Around 120 students can simultaneously use the 7,000-square-foot laboratory for the research component of different lecture courses, thanks to engineering tricks like moveable benches and a false floor that serves different equipment. The space can be divided up with sound-proof walls, creating two or four smaller spaces. In this setting, rote-learning science labs are out and true experiments are in: small teams of undergrads tackle a semester-long project. One course, for example, trains students to work with a protein implicated in cancer and then has them look for other proteins involved.
The second space Losick designed is a 50-person, interdisciplinary laboratory used solely for research-based classes. In one project, students built their own confocal microscope and then used it to study neuronal firing in zebrafish. In another project, students studied samples of cheese from a gourmet store, identifying microbes in the cheese and rinds. “The projects are changing all the time, and the course is entirely devoted to research,” says Losick. “It’s like working in a real lab with a team of five or six students who are tackling some question of current research.”
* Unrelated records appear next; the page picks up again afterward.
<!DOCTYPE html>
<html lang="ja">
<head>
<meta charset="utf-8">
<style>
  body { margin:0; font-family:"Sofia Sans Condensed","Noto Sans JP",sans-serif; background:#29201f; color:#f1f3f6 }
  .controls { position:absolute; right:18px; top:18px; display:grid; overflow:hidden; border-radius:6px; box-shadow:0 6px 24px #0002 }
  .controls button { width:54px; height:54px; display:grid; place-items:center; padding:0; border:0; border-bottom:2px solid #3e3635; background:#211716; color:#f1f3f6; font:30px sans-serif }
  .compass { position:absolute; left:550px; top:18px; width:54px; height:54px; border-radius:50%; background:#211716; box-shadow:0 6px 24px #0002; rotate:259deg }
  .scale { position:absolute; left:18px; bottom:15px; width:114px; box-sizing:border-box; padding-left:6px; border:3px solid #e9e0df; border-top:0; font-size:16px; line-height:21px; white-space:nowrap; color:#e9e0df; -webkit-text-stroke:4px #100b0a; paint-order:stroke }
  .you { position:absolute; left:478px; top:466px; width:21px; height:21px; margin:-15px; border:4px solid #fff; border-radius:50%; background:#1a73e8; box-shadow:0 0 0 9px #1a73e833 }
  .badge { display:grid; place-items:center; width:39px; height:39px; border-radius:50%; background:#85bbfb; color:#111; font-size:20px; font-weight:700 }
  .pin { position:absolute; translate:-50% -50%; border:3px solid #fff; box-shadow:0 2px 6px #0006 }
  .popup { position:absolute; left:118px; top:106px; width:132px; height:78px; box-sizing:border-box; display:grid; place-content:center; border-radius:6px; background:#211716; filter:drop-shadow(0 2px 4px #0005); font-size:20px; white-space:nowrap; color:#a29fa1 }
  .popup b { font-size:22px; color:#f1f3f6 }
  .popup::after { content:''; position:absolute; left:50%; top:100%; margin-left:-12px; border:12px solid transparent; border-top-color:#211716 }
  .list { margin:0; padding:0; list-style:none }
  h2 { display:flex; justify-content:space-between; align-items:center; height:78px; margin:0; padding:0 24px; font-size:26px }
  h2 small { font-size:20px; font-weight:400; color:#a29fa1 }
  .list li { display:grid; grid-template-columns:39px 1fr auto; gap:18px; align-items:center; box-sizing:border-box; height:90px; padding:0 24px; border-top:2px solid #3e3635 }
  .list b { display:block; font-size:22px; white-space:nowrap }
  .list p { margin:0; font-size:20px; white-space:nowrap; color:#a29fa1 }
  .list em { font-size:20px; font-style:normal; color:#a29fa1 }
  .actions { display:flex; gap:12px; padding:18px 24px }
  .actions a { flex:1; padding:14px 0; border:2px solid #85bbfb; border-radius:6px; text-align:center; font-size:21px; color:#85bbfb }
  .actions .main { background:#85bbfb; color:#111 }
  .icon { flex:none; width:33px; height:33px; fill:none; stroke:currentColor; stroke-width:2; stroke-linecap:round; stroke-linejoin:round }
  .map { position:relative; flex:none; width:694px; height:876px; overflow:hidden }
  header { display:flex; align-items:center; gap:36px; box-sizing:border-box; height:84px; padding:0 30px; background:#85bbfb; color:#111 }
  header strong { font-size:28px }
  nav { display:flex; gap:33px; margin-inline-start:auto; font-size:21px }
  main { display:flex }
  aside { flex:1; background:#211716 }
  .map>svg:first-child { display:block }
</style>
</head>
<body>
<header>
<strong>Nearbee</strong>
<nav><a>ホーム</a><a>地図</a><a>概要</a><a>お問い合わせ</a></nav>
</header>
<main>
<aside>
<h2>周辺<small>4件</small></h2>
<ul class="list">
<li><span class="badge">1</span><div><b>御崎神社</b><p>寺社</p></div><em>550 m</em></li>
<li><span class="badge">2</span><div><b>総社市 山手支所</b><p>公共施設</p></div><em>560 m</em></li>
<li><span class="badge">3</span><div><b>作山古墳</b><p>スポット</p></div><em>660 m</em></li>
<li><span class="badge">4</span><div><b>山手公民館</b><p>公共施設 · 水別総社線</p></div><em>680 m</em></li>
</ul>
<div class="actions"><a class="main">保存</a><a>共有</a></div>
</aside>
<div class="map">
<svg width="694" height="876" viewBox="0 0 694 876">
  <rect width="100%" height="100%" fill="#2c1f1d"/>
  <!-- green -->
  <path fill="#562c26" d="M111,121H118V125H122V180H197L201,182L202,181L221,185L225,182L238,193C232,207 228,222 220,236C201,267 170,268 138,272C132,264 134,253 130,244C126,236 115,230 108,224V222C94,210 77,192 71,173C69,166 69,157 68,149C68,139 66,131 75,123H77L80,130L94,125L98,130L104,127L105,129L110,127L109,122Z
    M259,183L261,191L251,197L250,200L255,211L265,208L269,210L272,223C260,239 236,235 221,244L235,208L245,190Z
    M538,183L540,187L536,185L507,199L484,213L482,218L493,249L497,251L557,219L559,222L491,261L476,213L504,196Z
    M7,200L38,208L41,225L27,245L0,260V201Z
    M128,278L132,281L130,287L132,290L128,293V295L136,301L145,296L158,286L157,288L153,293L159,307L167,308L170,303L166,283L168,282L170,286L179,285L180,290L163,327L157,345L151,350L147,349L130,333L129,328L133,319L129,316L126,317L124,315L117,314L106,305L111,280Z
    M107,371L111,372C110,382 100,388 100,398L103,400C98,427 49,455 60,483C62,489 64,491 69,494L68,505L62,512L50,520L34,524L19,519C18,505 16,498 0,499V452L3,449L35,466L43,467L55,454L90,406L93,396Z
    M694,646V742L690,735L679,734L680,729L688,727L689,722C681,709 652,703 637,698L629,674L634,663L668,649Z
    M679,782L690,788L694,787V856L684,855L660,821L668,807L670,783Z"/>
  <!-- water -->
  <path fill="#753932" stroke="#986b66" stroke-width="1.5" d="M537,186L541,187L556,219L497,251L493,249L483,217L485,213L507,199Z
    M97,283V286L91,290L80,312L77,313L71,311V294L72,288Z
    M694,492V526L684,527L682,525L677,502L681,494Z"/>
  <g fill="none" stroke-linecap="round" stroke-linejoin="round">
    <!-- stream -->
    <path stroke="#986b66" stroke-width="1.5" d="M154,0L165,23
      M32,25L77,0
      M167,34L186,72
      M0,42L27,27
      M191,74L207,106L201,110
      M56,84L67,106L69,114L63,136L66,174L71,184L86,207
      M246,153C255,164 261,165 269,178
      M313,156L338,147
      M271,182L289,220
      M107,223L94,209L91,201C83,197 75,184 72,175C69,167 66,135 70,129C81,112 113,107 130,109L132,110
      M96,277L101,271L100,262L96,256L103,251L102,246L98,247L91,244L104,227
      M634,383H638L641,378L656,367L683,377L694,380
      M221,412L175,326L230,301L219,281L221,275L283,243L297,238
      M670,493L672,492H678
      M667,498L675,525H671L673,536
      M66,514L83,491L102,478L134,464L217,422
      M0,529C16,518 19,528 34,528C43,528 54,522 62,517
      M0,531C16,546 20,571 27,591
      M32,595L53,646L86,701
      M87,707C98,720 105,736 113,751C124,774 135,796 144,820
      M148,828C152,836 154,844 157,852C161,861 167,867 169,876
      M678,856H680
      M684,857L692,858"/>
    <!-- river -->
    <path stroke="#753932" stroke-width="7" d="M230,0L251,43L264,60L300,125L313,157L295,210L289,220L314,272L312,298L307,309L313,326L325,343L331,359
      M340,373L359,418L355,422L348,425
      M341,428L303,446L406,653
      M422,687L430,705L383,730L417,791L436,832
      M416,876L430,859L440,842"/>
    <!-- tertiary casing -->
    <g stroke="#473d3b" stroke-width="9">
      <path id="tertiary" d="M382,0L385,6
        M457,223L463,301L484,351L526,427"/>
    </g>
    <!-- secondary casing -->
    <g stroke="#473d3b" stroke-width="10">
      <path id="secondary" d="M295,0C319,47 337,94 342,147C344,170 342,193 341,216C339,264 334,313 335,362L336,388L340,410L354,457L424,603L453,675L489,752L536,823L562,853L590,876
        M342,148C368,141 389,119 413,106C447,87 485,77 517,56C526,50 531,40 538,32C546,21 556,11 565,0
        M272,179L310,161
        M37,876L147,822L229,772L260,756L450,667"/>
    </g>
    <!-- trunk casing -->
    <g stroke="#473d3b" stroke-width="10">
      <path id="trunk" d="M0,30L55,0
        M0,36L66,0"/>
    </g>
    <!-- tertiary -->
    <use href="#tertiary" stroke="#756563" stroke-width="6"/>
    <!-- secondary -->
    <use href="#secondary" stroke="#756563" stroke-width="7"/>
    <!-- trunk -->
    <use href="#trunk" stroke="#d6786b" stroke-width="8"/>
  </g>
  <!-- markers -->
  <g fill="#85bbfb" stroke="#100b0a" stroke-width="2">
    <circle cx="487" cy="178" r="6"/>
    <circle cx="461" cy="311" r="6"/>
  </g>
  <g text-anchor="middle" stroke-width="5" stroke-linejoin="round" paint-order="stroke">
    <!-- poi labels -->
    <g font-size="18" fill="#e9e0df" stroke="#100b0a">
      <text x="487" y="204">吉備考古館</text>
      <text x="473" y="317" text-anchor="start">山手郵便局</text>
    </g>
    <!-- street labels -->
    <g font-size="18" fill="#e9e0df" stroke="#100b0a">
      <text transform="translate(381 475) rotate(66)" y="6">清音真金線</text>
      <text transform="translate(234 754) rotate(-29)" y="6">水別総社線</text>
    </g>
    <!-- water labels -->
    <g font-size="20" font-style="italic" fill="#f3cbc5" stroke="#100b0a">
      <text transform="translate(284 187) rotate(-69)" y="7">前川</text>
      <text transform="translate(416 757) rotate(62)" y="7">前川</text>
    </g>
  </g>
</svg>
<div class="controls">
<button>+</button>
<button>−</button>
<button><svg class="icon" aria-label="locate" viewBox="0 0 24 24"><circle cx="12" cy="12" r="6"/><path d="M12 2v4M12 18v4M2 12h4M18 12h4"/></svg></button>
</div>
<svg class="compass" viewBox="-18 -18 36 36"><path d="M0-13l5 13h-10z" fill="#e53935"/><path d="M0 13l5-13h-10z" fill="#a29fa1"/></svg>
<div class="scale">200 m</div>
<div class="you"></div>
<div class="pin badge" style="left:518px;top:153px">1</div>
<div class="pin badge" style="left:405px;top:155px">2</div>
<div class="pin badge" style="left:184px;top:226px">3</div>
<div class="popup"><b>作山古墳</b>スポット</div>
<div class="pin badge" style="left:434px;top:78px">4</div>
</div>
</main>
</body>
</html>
Back at Riverside, Susan Wessler would love to see the model of project-based science classes grow—for the students and for slightly more selfish reasons. “When we started, I thought that we’d be bringing ideas from my research lab to the classroom, to design and deconstruct complex projects to their fundamentals. But I’ve been surprised that the learning goes both ways—some of the user-friendly computer software we’ve developed in the classroom has moved back to my research lab,” she says. “The lesson is: if you teach students what’s out there in science and give them the right tools, they can do real experiments.” And she’s betting they’re making discoveries for life.